Fatty acid vesicles

doi:10.1016/j.cocis.2007.05.005

Current Opinion in Colloid & Interface Science

Volume 12, Issue 2, April 2007, Pages 75-80

https://doi.org/10.1016/j.cocis.2007.05.005 Get rights and content

Abstract

Results obtained from recent studies on the preparation and application of fatty acid vesicles are reviewed, focusing on some of the particular properties of fatty acid vesicles in comparison with conventional phospholipid vesicles (liposomes): (i) pH dependency which allows reversible transformations from non-vesicular to vesicular aggregates, and (ii) dynamic features that place fatty acid vesicles in between conventional vesicles formed from double-chain amphiphiles and micelles formed from single-chain surfactants. There are two main research areas in which fatty acid vesicles have been studied actively during the last years: (i) basic physico-chemical properties, and (ii) applications as protocell models. Applications of fatty acid vesicles in the fields of food additives and drug delivery are largely unexplored, which is at least partially due to concerns regarding the colloidal stability of fatty acid vesicles (pH- and divalent cation-sensitivity). Recently, fatty acid vesicles were prepared from highly unsaturated fatty acids (docosahexaenoic acid) and the pH range of vesicle formation could be extended to high or low pH values by preparing mixed vesicles through addition of a second type of single-chain amphiphile that stabilizes the vesicle bilayer but itself is not a fatty acid.

Introduction

Fatty acid vesicles are colloidal suspensions of closed lipid bilayers that are composed of fatty acids and their ionized species (soap).
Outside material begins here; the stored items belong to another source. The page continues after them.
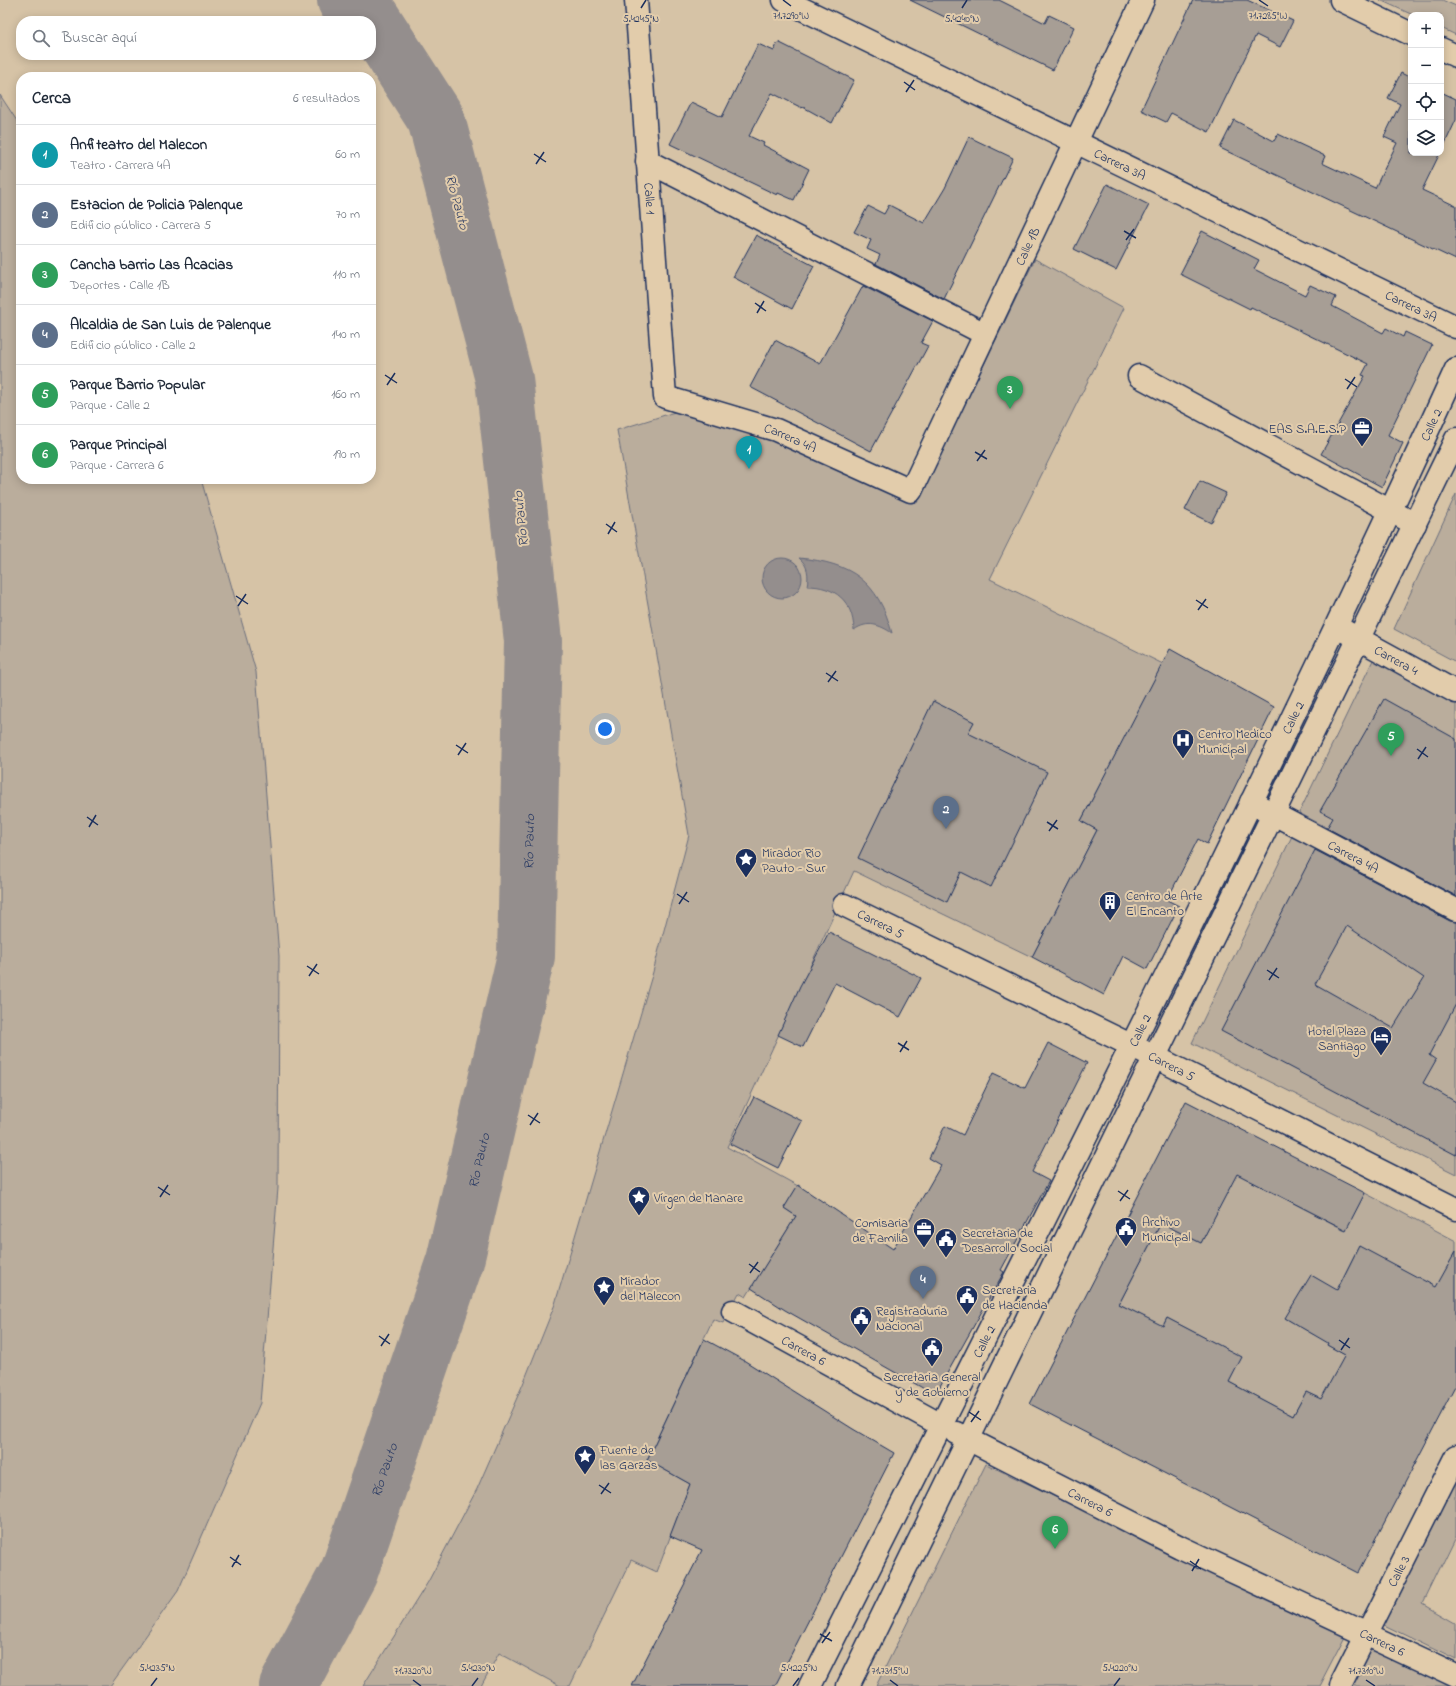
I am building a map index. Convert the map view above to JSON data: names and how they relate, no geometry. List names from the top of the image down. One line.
{"streets":{"street":["Carrera 3A","Calle 1","Calle 1B","Calle 2","Carrera 4A","Carrera 4","Carrera 5","Carrera 6","Calle 3"]},"crossings":[["Carrera 3A","Calle 1B"],["Calle 1","Carrera 4A"],["Calle 1B","Carrera 4A"],["Calle 2","Carrera 4A"],["Calle 2","Carrera 4"],["Calle 2","Carrera 5"],["Calle 2","Carrera 6"],["Carrera 6","Calle 3"]],"water":["Río Pauto"],"places":{"office":["EAS S.A.E.S.P","Comisaria de Familia"],"hospital":["Centro Medico Municipal"],"place":["Mirador Rio Pauto - Sur","Vírgen de Manare","Mirador del Malecon","Fuente de las Garzas"],"building":["Centro de Arte El Encanto"],"hotel":["Hotel Plaza Santiago"],"public building":["Archivo Municipal","Secretaria de Desarrollo Social","Secretaria de Hacienda","Registraduria Nacional","Secretaria General y de Gobierno"]},"page":{"map_buttons":["+","−"],"search":"Buscar aquí","heading":["Cerca","6 resultados"],"list":[{"mark":"1","name":"Anfiteatro del Malecon","note":"Teatro · Carrera 4A","value":"60 m"},{"mark":"2","name":"Estacion de Policia Palenque","note":"Edificio público · Carrera 5","value":"70 m"},{"mark":"3","name":"Cancha barrio Las Acacias","note":"Deportes · Calle 1B","value":"110 m"},{"mark":"4","name":"Alcaldia de San Luis de Palenque","note":"Edificio público · Calle 2","value":"140 m"},{"mark":"5","name":"Parque Barrio Popular","note":"Parque · Calle 2","value":"160 m"},{"mark":"6","name":"Parque Principal","note":"Parque · Carrera 6","value":"190 m"}],"pins":["3","1","5","2","4","6"]},"coordinates":["71.7285°W","71.7290°W","5.4245°N","5.4240°N","5.4235°N","5.4230°N","5.4225°N","5.4220°N","71.7320°W","71.7315°W","71.7310°W"]}
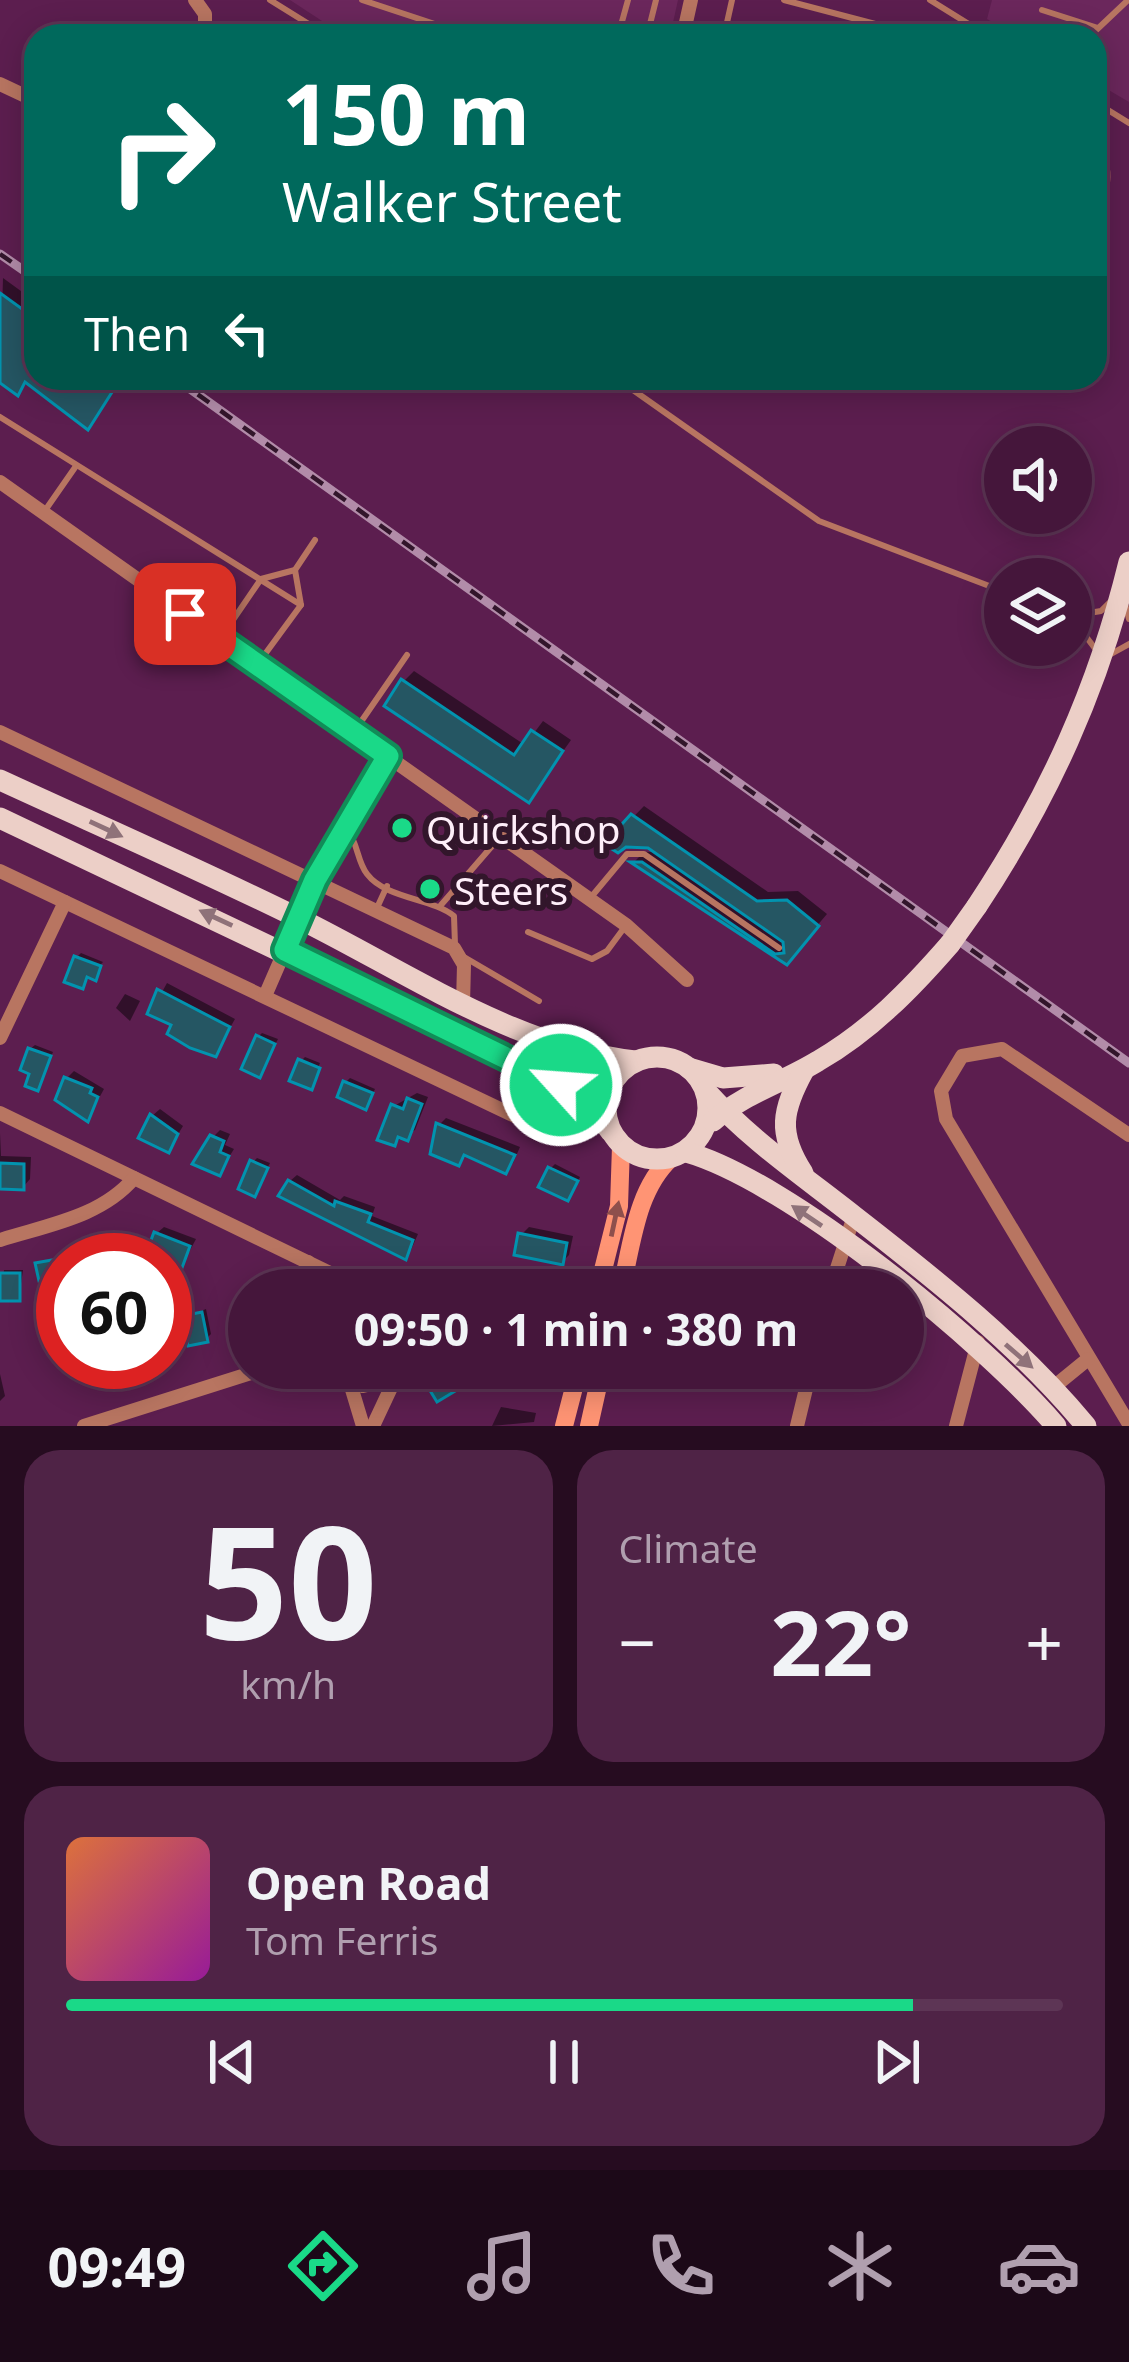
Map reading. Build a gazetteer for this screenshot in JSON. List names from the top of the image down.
{
  "places": ["Quickshop", "Steers"],
  "page": {
    "turn": ["150 m", "Walker Street"],
    "then": "Then",
    "limit": "60",
    "trip": "09:50 · 1 min · 380 m",
    "tile": [
      ["50", "km/h"],
      "Climate"
    ],
    "heat": ["−", "22°", "+"],
    "song": ["Open Road", "Tom Ferris"],
    "tabs": "09:49"
  }
}
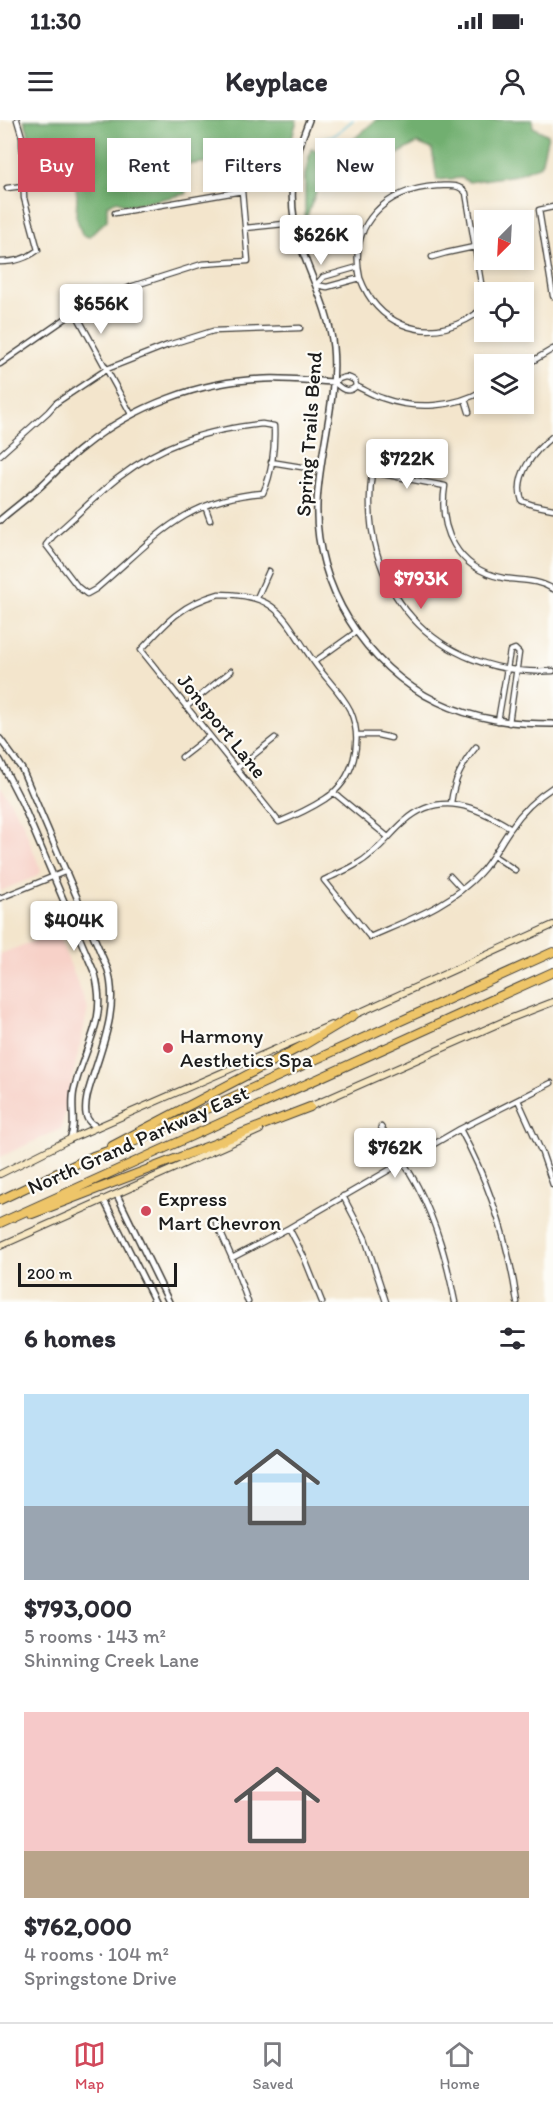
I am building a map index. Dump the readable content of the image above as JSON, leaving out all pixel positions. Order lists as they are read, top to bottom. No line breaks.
{"streets":{"highway":["North Grand Parkway East"],"street":["Spring Trails Bend","Jonsport Lane"]},"places":["Harmony Aesthetics Spa","Express Mart Chevron"],"scale_bar":"200 m","north":"bottom left","page":{"status":"11:30","header":"Keyplace","chip":["Buy","Rent","Filters","New"],"price":["$626K","$656K","$722K","$793K","$404K","$762K"],"scale":"200 m","heading":"6 homes","list":[{"name":"$793,000","note":"5 rooms · 143 m² · Shinning Creek Lane"},{"name":"$762,000","note":"4 rooms · 104 m² · Springstone Drive"}],"tabs":["Map","Saved","Home"]}}
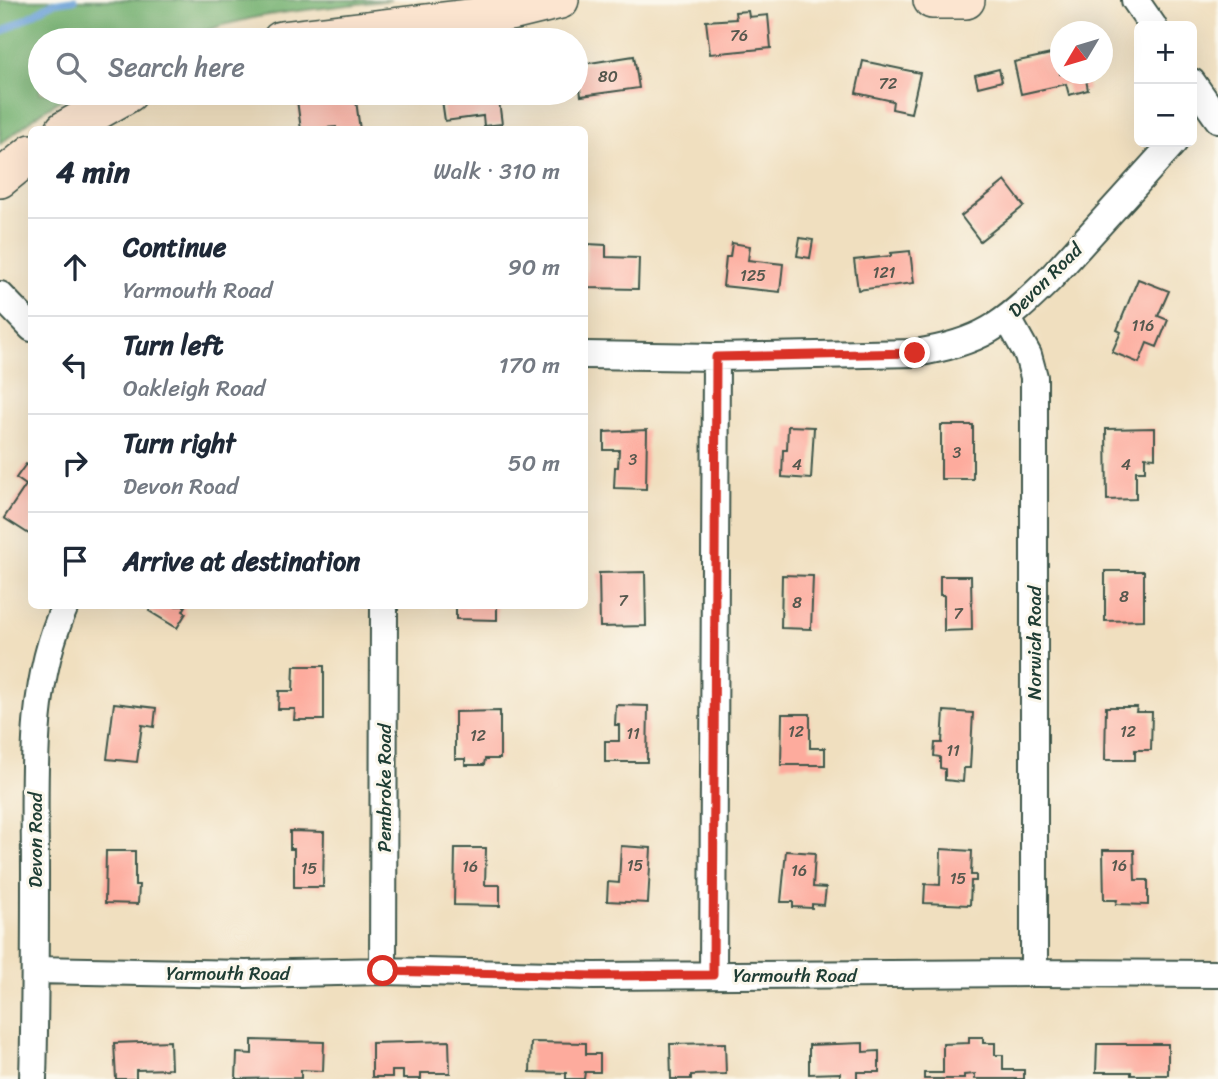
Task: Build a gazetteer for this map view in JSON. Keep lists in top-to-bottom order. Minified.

They are observed in a small region within the fatty acid–soap–water ternary phase diagram above the chain-melting temperature (T_m) of the corresponding fatty acid–soap mixture [1]. The formation of fatty acid vesicles was first reported by Gebicki and Hicks in 1973 and the following years for oleic acid (cis-9-octadecenoic acid) and linoleic acid (cis,cis-9,12-octadecadienoic acid), and the vesicles formed were initially named “ufasomes”: “unsaturated fatty acid liposomes” [2]. Later investigations have shown that fatty acid vesicles form not only from unsaturated fatty acids but also from saturated such as octanoic acid and decanoic acid [3], [4].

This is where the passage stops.